- Activity:
Please say how many lines below include the word "JSON", with nothing beyond the number.
----- Information given
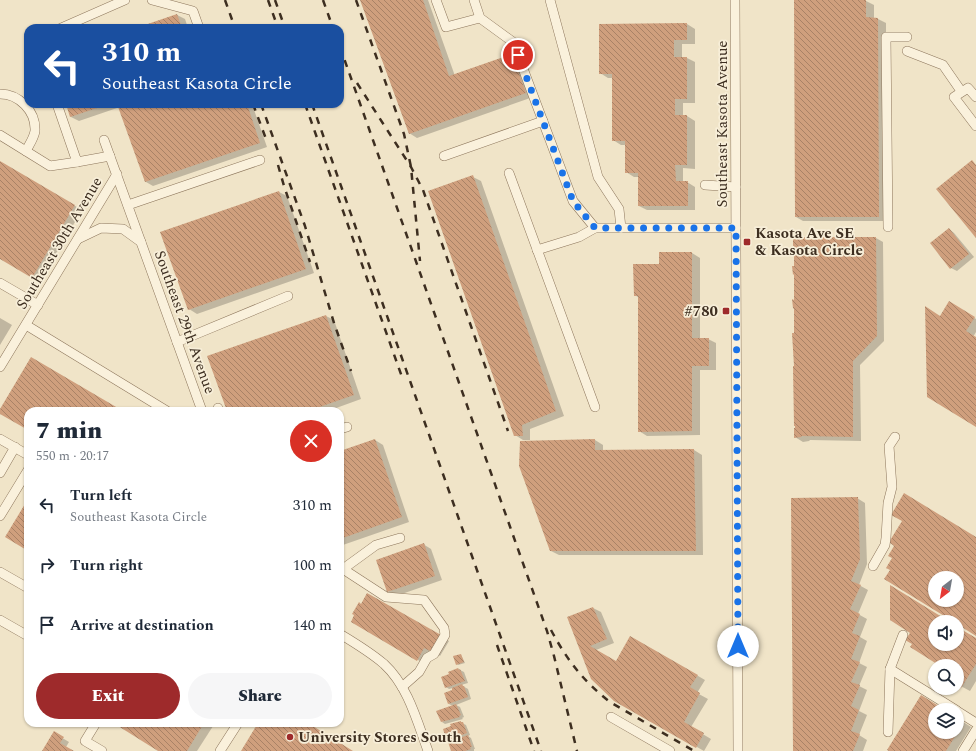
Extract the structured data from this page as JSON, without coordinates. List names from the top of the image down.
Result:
{
  "streets": {
    "street": ["Southeast Kasota Avenue", "Southeast 30th Avenue", "Southeast 29th Avenue"]
  },
  "crossings": [
    ["Southeast 30th Avenue", "Southeast 29th Avenue"]
  ],
  "places": {
    "transit": ["Kasota Ave SE & Kasota Circle", "#780"],
    "other": ["University Stores South"]
  },
  "north": "bottom left",
  "page": {
    "turn": ["310 m", "Southeast Kasota Circle"],
    "heading": ["7 min", "550 m · 20:17"],
    "list": [
      {
        "name": "Turn left",
        "note": "Southeast Kasota Circle",
        "value": "310 m"
      },
      {
        "name": "Turn right",
        "value": "100 m"
      },
      {
        "name": "Arrive at destination",
        "value": "140 m"
      }
    ],
    "buttons": ["Exit", "Share"]
  }
}
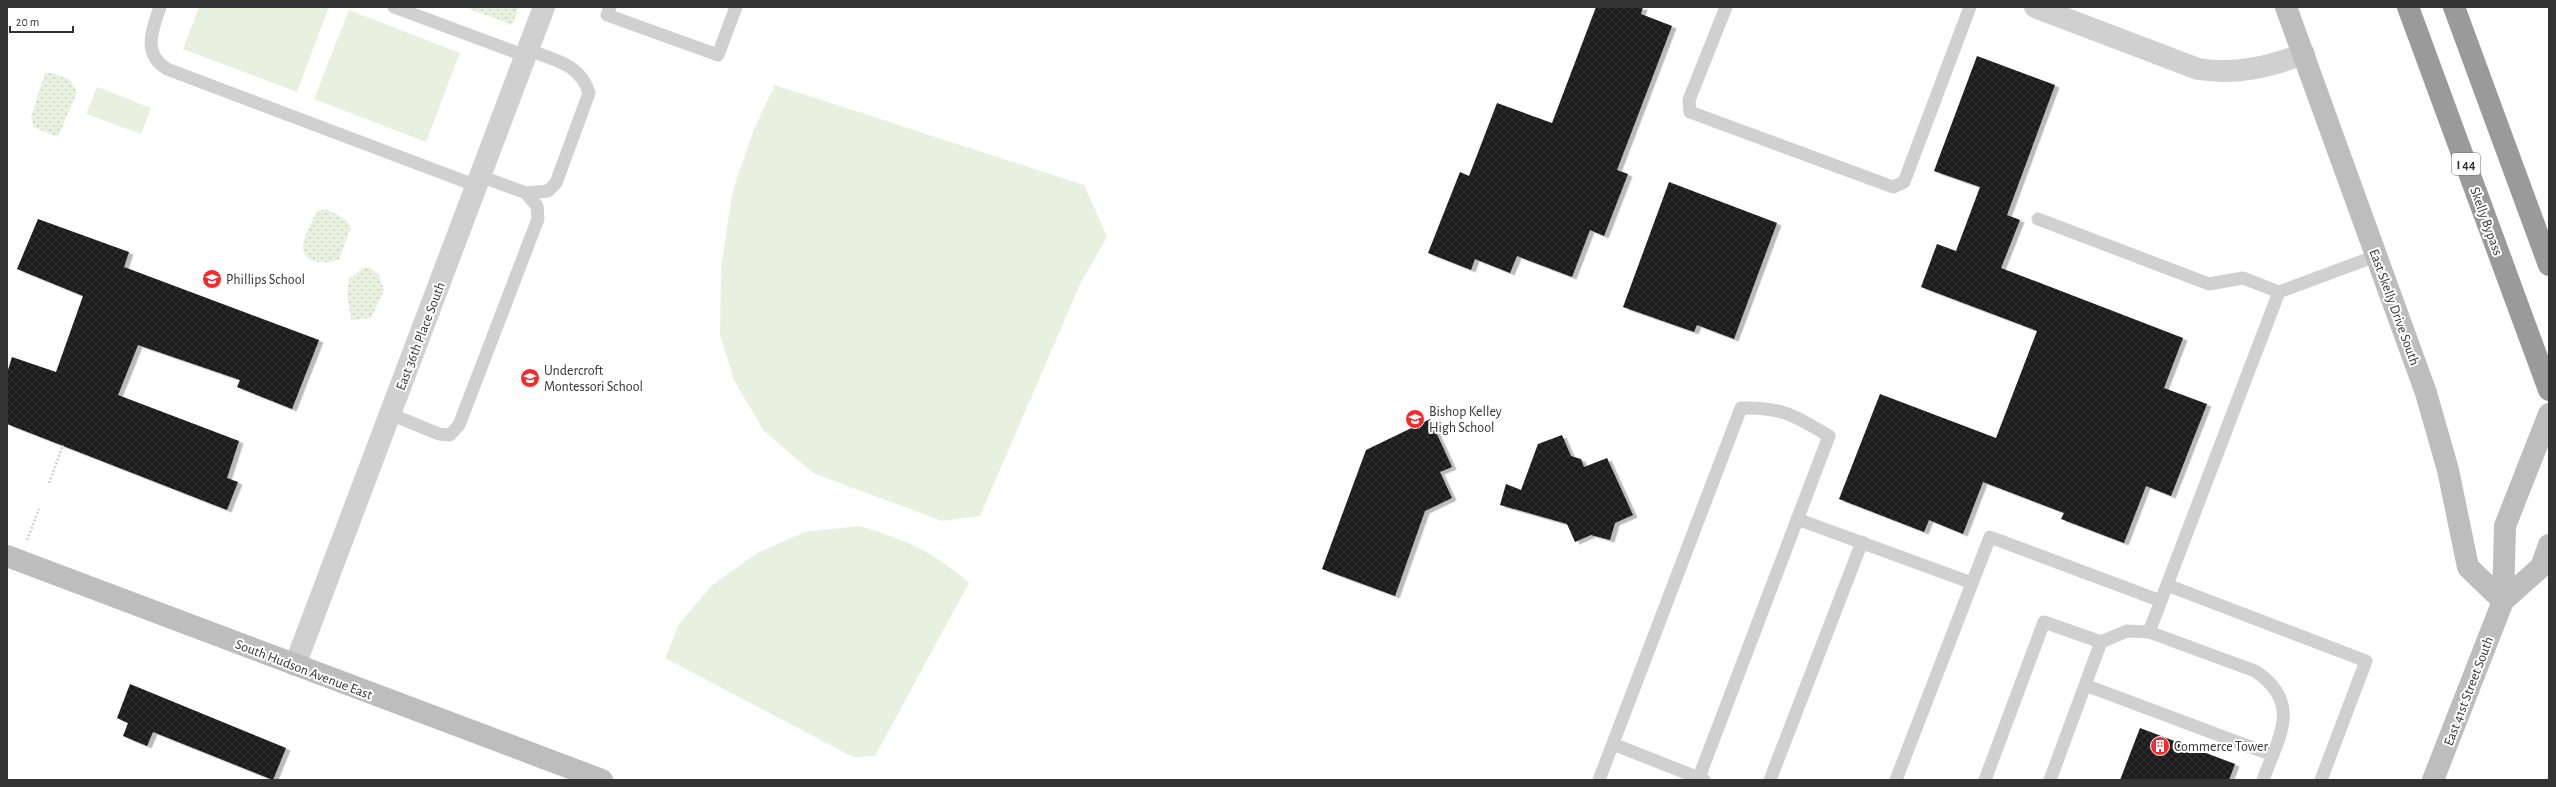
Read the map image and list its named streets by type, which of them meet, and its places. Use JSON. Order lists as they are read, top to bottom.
----------
- Result:
2